LET ME EXPLAIN TO YOU WHY YOU ARE WRONG ABOUT EVERYTHING
Well, Elizabeth I was played by a man in the movie Orlando.

Spatula City
Oct 21, 2010

LET ME EXPLAIN TO YOU WHY YOU ARE WRONG ABOUT EVERYTHING
It's interesting how willing Moffat and Capaldi are to make the Doctor so unlikable. It stands in particular contrast to Smith's tenure, with the Doctor striving towards likability. It's quite obvious this is totally intentional on Moffat's part, but I'm not sure what his endgame is. Obviously, part of that is getting Clara to quit, because that is the obvious implication of Clara's conversation with Danny at the end, that a time will come when the Doctor does push her too far, and in keeping with her promise, she quits. The Doctor also says to Courtney he might soon have a vacancy. Might double as foreshadowing?

Spatula City
Oct 21, 2010

LET ME EXPLAIN TO YOU WHY YOU ARE WRONG ABOUT EVERYTHING
Loved this. Kill the Moon, Listen, and Into the Dalek, I could easily slot into my top ten favorite episodes of the modern run (I feel it necessary to mention I haven't seen anything prior to the beginning of the revival).
Only Doctor Who could have a line like "The moon is an egg!" and make it work.
Of course it's a divisive episode, and watching it I was keenly aware of the elements people would hate, and why I love those elements. The whole goddamn mission statement of this season is that conversation between Clara and Vastra, as Sandifer said. The Doctor is stripped of his artifice, of his desire to please, and his eagerness to be liked. He's temporarily lost something very important. It's a reaction to his worst excesses that takes him off in the opposite direction. This season is darker, rawer, and necessarily Clara is its protagonist for at least half the episodes so far. Some longtime fans here have been horrified by what they view as the Doctor's new cruelty, that Moffat is reshaping the Doctor into a huge rear end in a top hat. I think, for those people, this season will likely play better on a second viewing a year or two later, assuming Moffat & co. stick the landing as I believe they can (knowing as I do now that the disastrous nature of season 6 was shaped in part by production troubles). Without the benefit of knowing for sure where this is going, it does play like the Doctor has regenerated into a massive dickwad. But Moffat is a keenly self-conscious, reflexive showrunner/writer, and he seems to have a definite showrunning pattern of course correction/excess/course correction/excess. The Doctor makes a persistent mistake, and is chastened for it, and the show mirrors that in its structure. So far, Twelve is not yet his own man, but merely the shadow of Eleven, his photo negative. I have a hope that by the end of the season he comes into himself, and Clara's rebuke is an important turning point for him. But as of yet he's just course correcting for the deception and vanity of Eleven (traits best symbolized by his invoking of his own legend in The Eleventh Hour, and his lie to the old Amy in The Girl Who Waited).

more thoughts later.

Spatula City
Oct 21, 2010

LET ME EXPLAIN TO YOU WHY YOU ARE WRONG ABOUT EVERYTHING
To cast "Kill the Moon" as an anti-abortion narrative (I will not loving use "pro-life" to refer to those people because by an odd coincidence they're anti-life in every other way that matters) requires some impressive mental gymnastics, or rather inattentive viewing.
We as the audience are presumed to have awe and sympathy for the new life, but also understand why it might be necessary to end it.
If I had to take away any commentary on abortion from the episode, it'd be "abortion is an act with grave ethical consequences, but nevertheless is sometimes a valid choice, and a choice a woman should have".

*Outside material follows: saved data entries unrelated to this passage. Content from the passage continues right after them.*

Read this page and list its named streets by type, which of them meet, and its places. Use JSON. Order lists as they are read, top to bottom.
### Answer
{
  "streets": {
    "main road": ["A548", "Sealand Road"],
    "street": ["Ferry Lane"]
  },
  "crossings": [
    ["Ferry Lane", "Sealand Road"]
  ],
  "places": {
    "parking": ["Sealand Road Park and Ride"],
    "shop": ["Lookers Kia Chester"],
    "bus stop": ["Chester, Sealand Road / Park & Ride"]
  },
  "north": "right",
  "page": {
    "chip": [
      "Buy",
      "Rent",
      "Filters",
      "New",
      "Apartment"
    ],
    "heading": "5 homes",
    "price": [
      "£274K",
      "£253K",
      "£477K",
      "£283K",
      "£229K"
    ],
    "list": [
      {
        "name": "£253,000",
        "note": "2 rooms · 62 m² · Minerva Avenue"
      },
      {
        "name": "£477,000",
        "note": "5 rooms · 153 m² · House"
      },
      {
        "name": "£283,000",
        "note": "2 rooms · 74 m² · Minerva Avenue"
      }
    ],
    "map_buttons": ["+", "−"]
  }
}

But yeah, no, I don't think the narrative is intentionally about that. As DoctorWhat said, it's probably something that arose accidentally, and then that theme was discovered, and the more unfortunate elements present were patched up.

It's a classic "ethical dilemma" episode. Like other episodes this season, it reuses and recontextualizes themes from past episodes, in this case most obviously "The Waters of Mars" and "The Beast Below". But the Time Lord Victorious and the Doctor who leaves Clara and Courtney to decide the creature's fate are opposites. I haven't yet entirely unpacked the connections between "Moon" and "Beast", but the act of voting in particular seems significant.


quote:

Back to Who, it's really taking a lot longer for this big plot to get going than I thought it would. Don't we usually get a big reveal around episode 6 or so? I can't recall. But all we've seen is Missy in bureaucracy afterlife, doing her thing.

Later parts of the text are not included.